Préoccupation centrale des producteurs adhérents, pour des raisons environnementales et de santé humaine, la diminution des intrants chimiques dans les cultures de plantes en pots et à massifs constitue un axe fort développé à la station d'expérimentation Stepp Bretagne, implantée au lycée Saint-Ilan à Langueux (22). "Nous travaillons sur des substrats organiques (compost par exemple) qui permettent de réduire l'utilisation d'engrais chimiques. Les engrais enrobés, à diffusion plus lente, restent pour le moment nécessaires", précise Oscar Stapel, directeur de la Stepp.
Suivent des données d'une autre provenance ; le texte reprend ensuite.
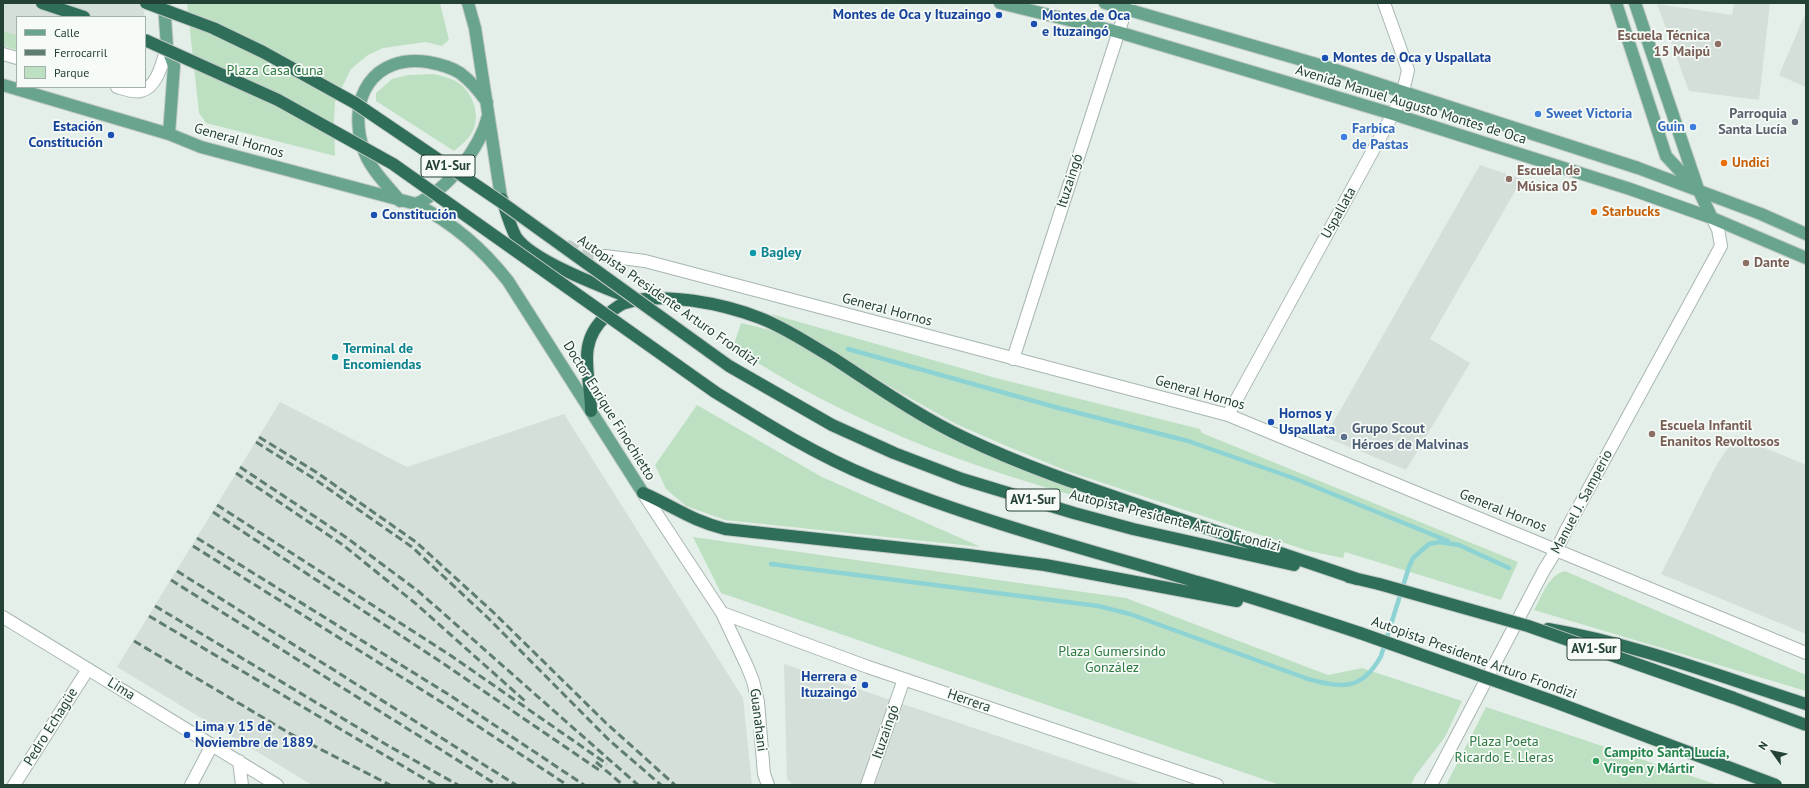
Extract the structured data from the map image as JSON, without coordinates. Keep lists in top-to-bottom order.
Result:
{
  "streets": {
    "highway": ["AV1-Sur", "Autopista Presidente Arturo Frondizi"],
    "main road": ["Avenida Manuel Augusto Montes de Oca", "General Hornos", "Doctor Enrique Finochietto"],
    "street": [
      "Ituzaingó",
      "Uspallata",
      "Manuel J. Samperio",
      "Lima",
      "Herrera",
      "Guanahani",
      "Pedro Echagüe"
    ]
  },
  "crossings": [
    ["Avenida Manuel Augusto Montes de Oca", "Ituzaingó"],
    ["Avenida Manuel Augusto Montes de Oca", "Uspallata"],
    ["Avenida Manuel Augusto Montes de Oca", "Manuel J. Samperio"],
    ["General Hornos", "Ituzaingó"],
    ["General Hornos", "Uspallata"],
    ["General Hornos", "Doctor Enrique Finochietto"],
    ["General Hornos", "Manuel J. Samperio"],
    ["Ituzaingó", "Herrera"],
    ["Doctor Enrique Finochietto", "Herrera"],
    ["Doctor Enrique Finochietto", "Guanahani"],
    ["Lima", "Pedro Echagüe"],
    ["Herrera", "Guanahani"]
  ],
  "parks": ["Plaza Casa Cuna", "Plaza Gumersindo González", "Plaza Poeta Ricardo E. Lleras"],
  "places": [
    "Montes de Oca y Ituzaingo",
    "Montes de Oca e Ituzaingó",
    "Escuela Técnica 15 Maipú",
    "Montes de Oca y Uspallata",
    "Sweet Victoria",
    "Parroquia Santa Lucía",
    "Guin",
    "Estación Constitución",
    "Farbica de Pastas",
    "Undici",
    "Escuela de Música 05",
    "Starbucks",
    "Constitución",
    "Bagley",
    "Dante",
    "Terminal de Encomiendas",
    "Hornos y Uspallata",
    "Escuela Infantil Enanitos Revoltosos",
    "Grupo Scout Héroes de Malvinas",
    "Herrera e Ituzaingó",
    "Lima y 15 de Noviembre de 1889",
    "Campito Santa Lucía, Virgen y Mártir"
  ],
  "legend": ["Calle", "Ferrocarril", "Parque"],
  "north": "top left"
}
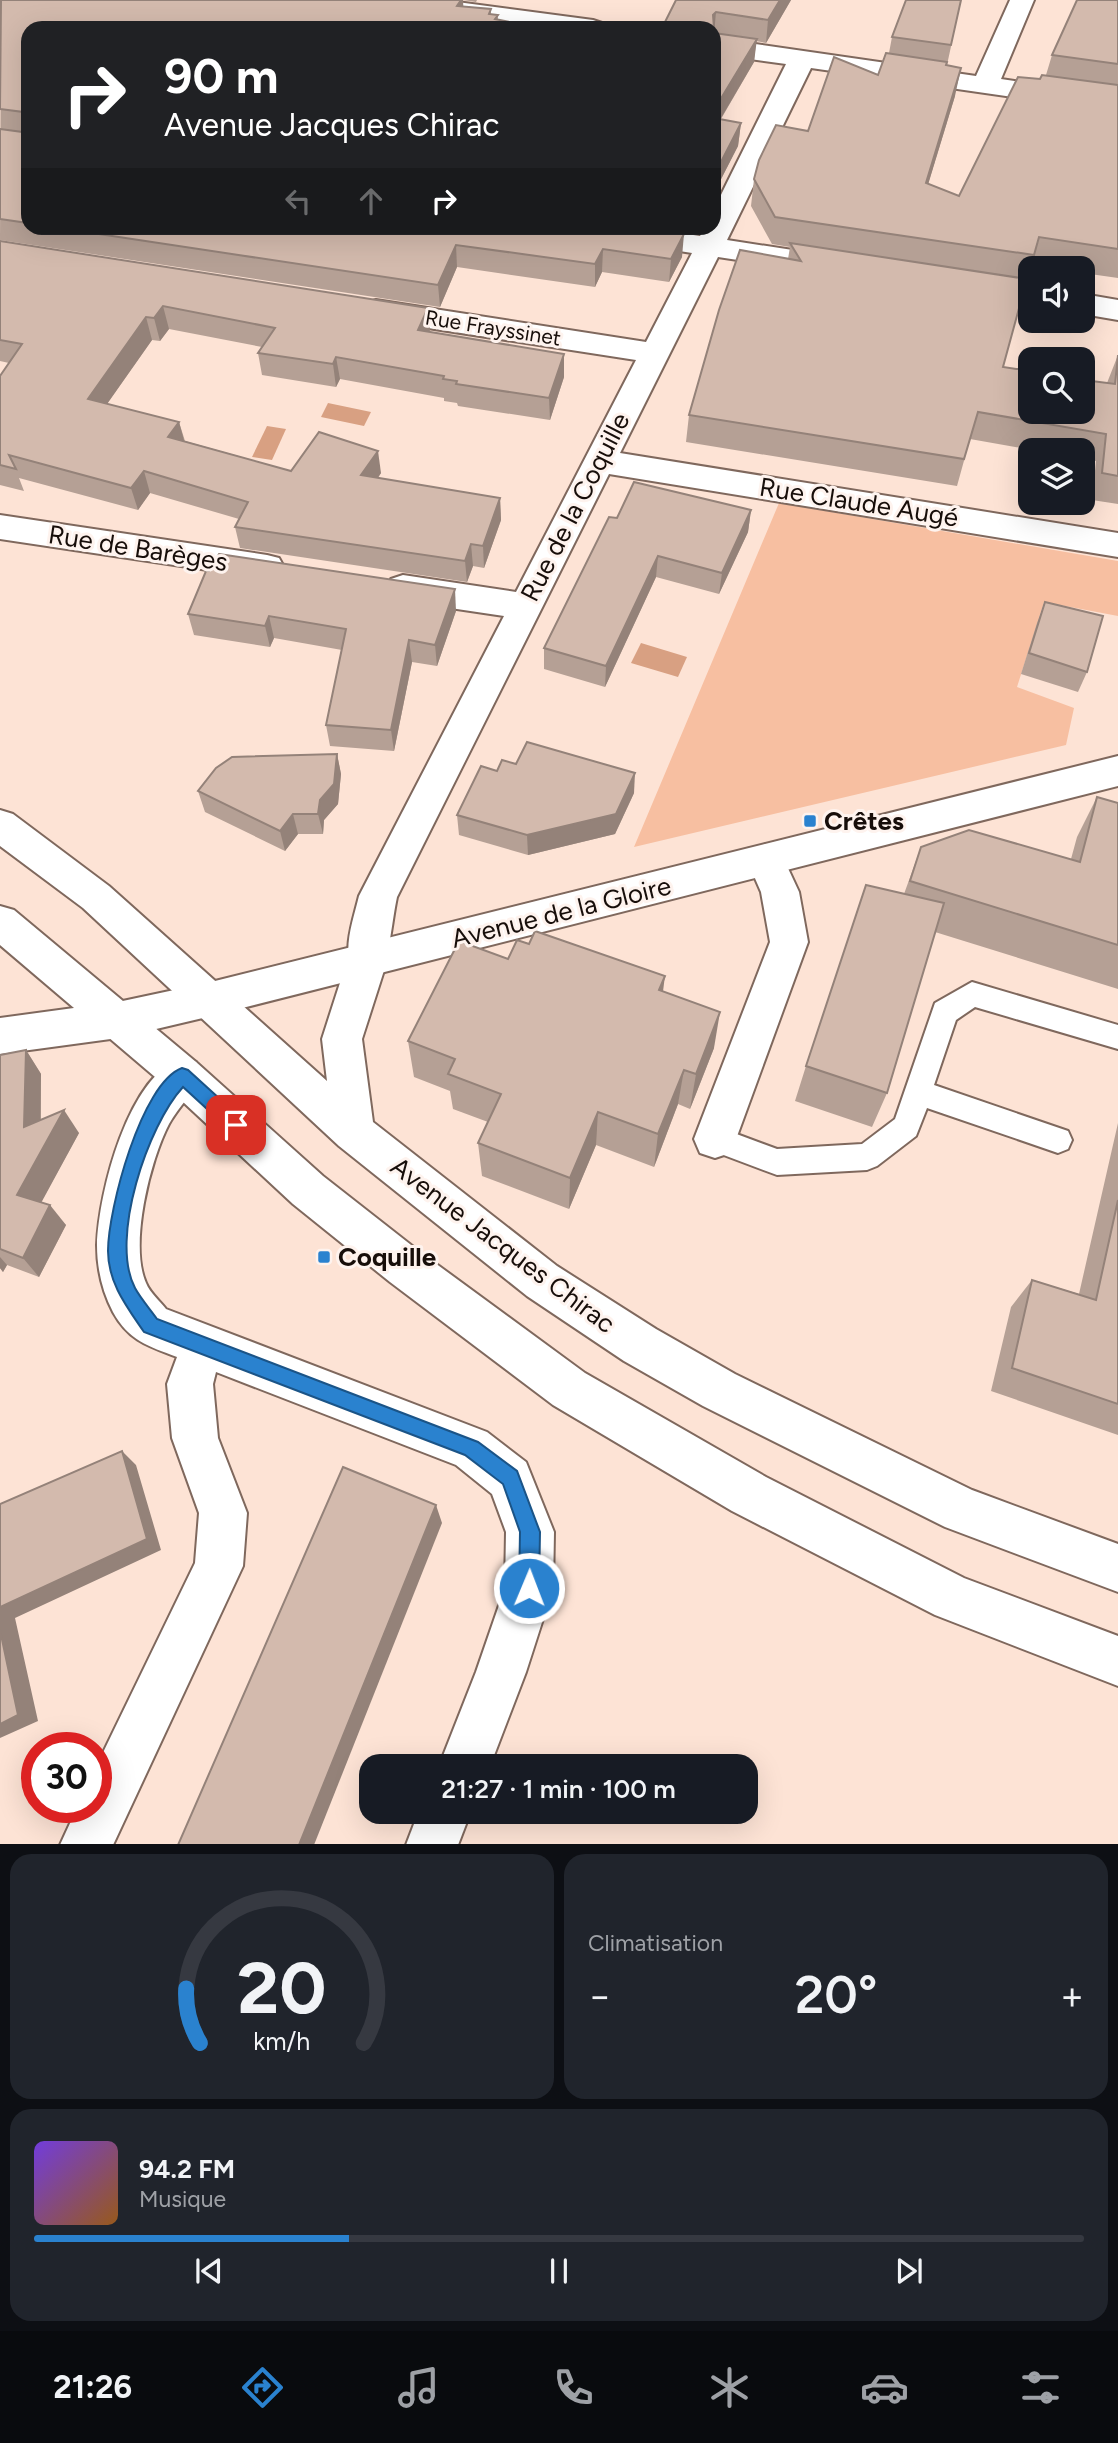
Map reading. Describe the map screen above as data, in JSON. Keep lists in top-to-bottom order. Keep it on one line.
{"streets":{"street":["Rue Frayssinet","Rue Claude Augé","Rue de la Coquille","Rue de Barèges","Avenue de la Gloire","Avenue Jacques Chirac"]},"crossings":[["Rue Frayssinet","Rue de la Coquille"],["Rue Claude Augé","Rue de la Coquille"],["Rue de la Coquille","Avenue de la Gloire"],["Rue de la Coquille","Avenue Jacques Chirac"],["Avenue de la Gloire","Avenue Jacques Chirac"]],"places":{"transit":["Crêtes","Coquille"]},"page":{"turn":["90 m","Avenue Jacques Chirac"],"limit":"30","trip":"21:27 · 1 min · 100 m","tile":"Climatisation","heat":["−","20°","+"],"song":["94.2 FM","Musique"],"tabs":"21:26","gauge":["20","km/h"]}}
Des filtres régulateurs de croissance
Sur la maîtrise de la croissance aussi, des techniques innovantes ont été mises au point au sein de la station. "La modification de la lumière naturelle par l'utilisation de filtres lumineux permet de réduire la consommation en nanifiants chimiques", explique Oscar Stapel. Les bâches utilisées freinent la transmission de certains rayons lumineux et régulent ainsi la croissance des plantes. "Nous travaillons également sur le dosage et l'optimisation du positionnement des régulateurs chimiques (efficacité selon le stade), pour diminuer leur utilisation globale".
Depuis 1998, la protection biologique intégrée a sa place dans les programmes de recherche de la station, ayant recours aux insectes, nématodes et autres champignons. Plusieurs types de "phytostimulants" sont également évalués : ces composés naturels ou synthétiques déclenchent une réaction de résistance de la plante contre les maladies. "Ces produits peuvent par exemple contenir des algues ou des produits chimiques utilisés à très faible concentration…".
Une gamme variée et renouvelée
Outre ces réductions d'intrants, l'amélioration des techniques culturales reste primordiale à la Stepp. "L'influence du climat et de l'éclairage photosynthétique ou photopériodique sur la croissance et la floraison d'une culture donnée nous intéresse, d'autant plus dans un contexte de coûts élevés de l'énergie".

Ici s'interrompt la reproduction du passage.